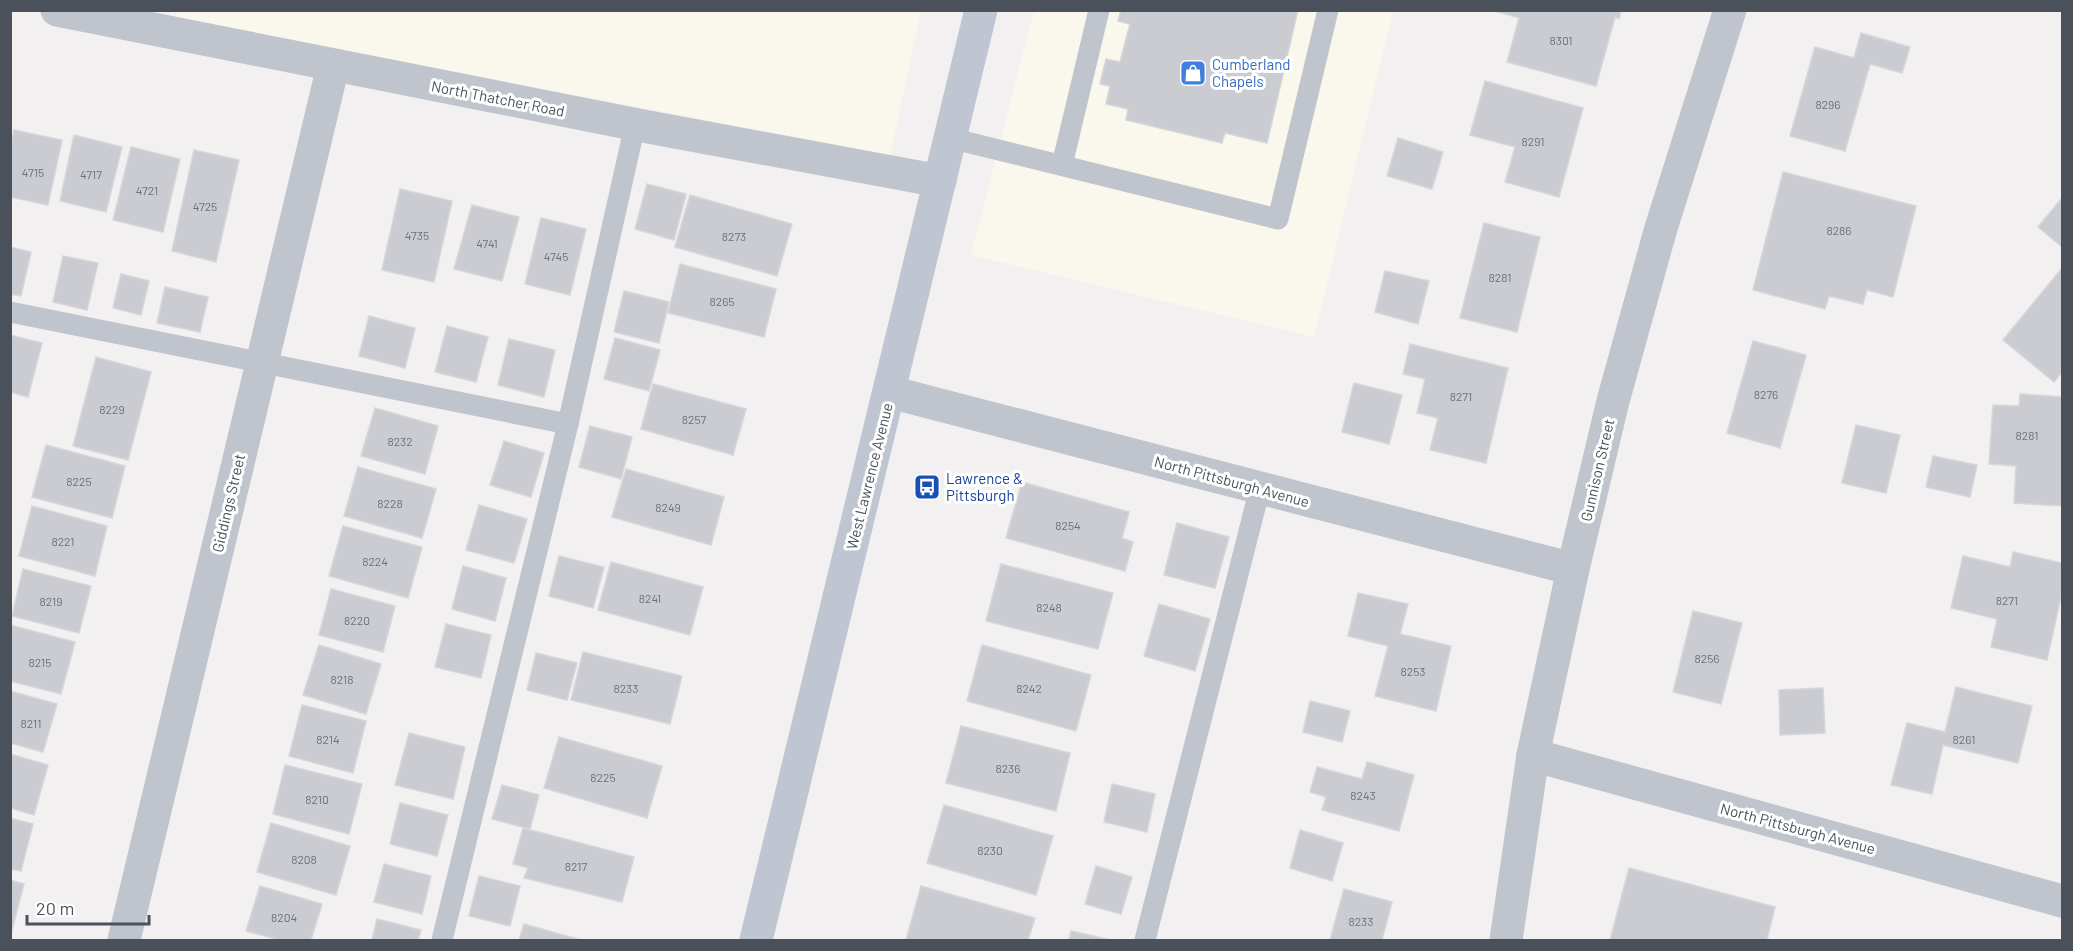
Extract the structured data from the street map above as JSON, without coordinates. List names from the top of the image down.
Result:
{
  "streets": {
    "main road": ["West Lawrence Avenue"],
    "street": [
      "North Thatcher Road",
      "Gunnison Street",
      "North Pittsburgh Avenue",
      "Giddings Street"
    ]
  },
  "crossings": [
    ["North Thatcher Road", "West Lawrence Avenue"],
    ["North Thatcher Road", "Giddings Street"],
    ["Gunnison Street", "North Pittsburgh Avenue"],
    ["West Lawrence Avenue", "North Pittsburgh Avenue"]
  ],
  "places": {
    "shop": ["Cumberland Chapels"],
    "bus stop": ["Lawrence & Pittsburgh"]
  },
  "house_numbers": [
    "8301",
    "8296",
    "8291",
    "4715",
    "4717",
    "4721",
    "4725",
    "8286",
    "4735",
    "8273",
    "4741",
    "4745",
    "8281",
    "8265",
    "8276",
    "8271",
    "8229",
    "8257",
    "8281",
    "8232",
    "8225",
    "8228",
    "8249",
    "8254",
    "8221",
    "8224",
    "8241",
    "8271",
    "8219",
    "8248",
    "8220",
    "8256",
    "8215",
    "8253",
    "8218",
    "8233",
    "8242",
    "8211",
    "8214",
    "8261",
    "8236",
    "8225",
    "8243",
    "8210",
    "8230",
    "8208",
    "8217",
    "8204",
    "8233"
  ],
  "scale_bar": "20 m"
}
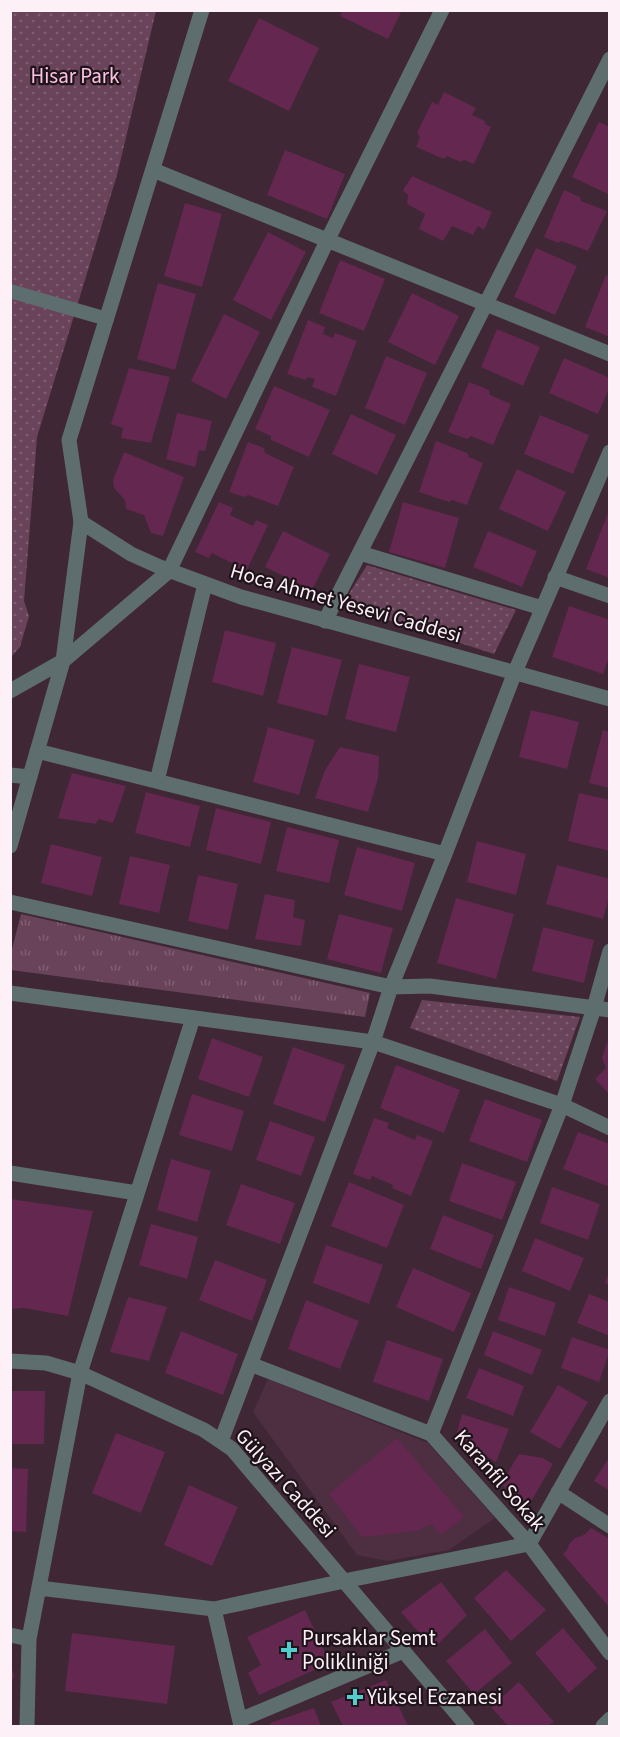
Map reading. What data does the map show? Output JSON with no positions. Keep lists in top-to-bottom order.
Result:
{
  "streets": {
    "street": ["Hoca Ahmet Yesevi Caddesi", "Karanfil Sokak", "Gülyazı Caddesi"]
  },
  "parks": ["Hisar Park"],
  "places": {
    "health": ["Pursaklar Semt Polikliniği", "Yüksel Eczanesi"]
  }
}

^^^^

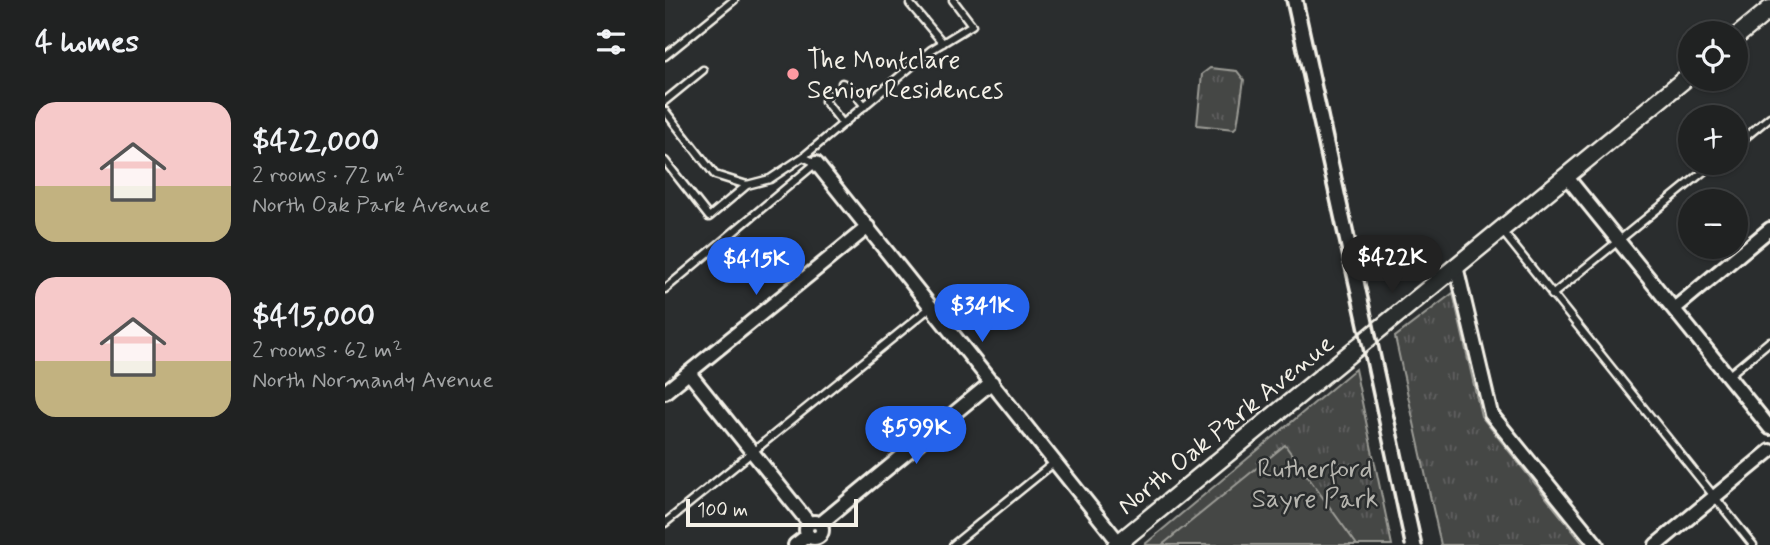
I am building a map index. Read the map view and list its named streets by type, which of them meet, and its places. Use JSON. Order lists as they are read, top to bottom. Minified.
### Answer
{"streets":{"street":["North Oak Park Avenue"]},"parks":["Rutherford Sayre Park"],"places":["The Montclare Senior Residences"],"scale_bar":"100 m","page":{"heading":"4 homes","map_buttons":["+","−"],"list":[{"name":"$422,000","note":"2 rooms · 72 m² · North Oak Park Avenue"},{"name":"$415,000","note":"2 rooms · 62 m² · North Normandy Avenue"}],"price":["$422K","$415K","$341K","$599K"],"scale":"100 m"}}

^^^^

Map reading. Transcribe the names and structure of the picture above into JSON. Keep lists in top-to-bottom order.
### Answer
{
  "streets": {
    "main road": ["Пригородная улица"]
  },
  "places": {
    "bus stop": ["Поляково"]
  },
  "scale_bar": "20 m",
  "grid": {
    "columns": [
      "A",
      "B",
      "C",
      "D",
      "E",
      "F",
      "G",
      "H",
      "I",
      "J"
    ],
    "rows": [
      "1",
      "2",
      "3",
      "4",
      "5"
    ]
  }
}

^^^^

● Task to carry out:
Return every line above where "lists" appears.

● Answer section:
Map reading. What data does the map show? Output JSON with no positions. Keep lists in top-to-bottom order.
I am building a map index. Read the map view and list its named streets by type, which of them meet, and its places. Use JSON. Order lists as they are read, top to bottom. Minified.
Map reading. Transcribe the names and structure of the picture above into JSON. Keep lists in top-to-bottom order.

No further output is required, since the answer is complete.